Collection entries:
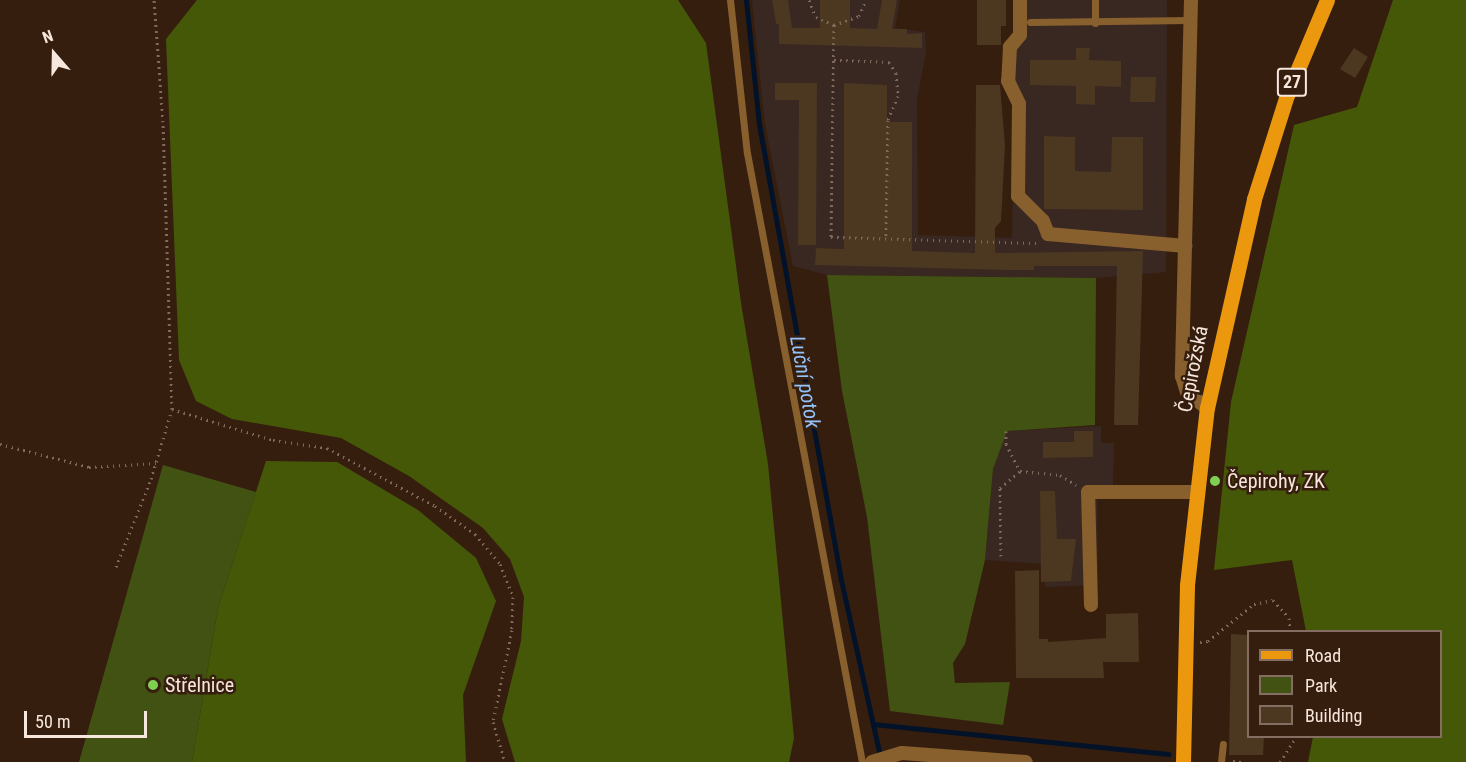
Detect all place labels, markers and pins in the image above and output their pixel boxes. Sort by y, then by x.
place label: Čepirohy, ZK [1227,469,1325,493]
marker: Čepirohy, ZK [1208,474,1222,488]
place label: Střelnice [165,673,234,697]
marker: Střelnice [146,678,160,692]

> [ACTION ITEM]
Repeat the data above exactly, leaving out any pictures it holds.

> [YOUR SOLUTION]
Detect all place labels, markers and pins in the image above and output their pixel boxes. Sort by y, then by x.
place label: Čepirohy, ZK [1227,469,1325,493]
marker: Čepirohy, ZK [1208,474,1222,488]
place label: Střelnice [165,673,234,697]
marker: Střelnice [146,678,160,692]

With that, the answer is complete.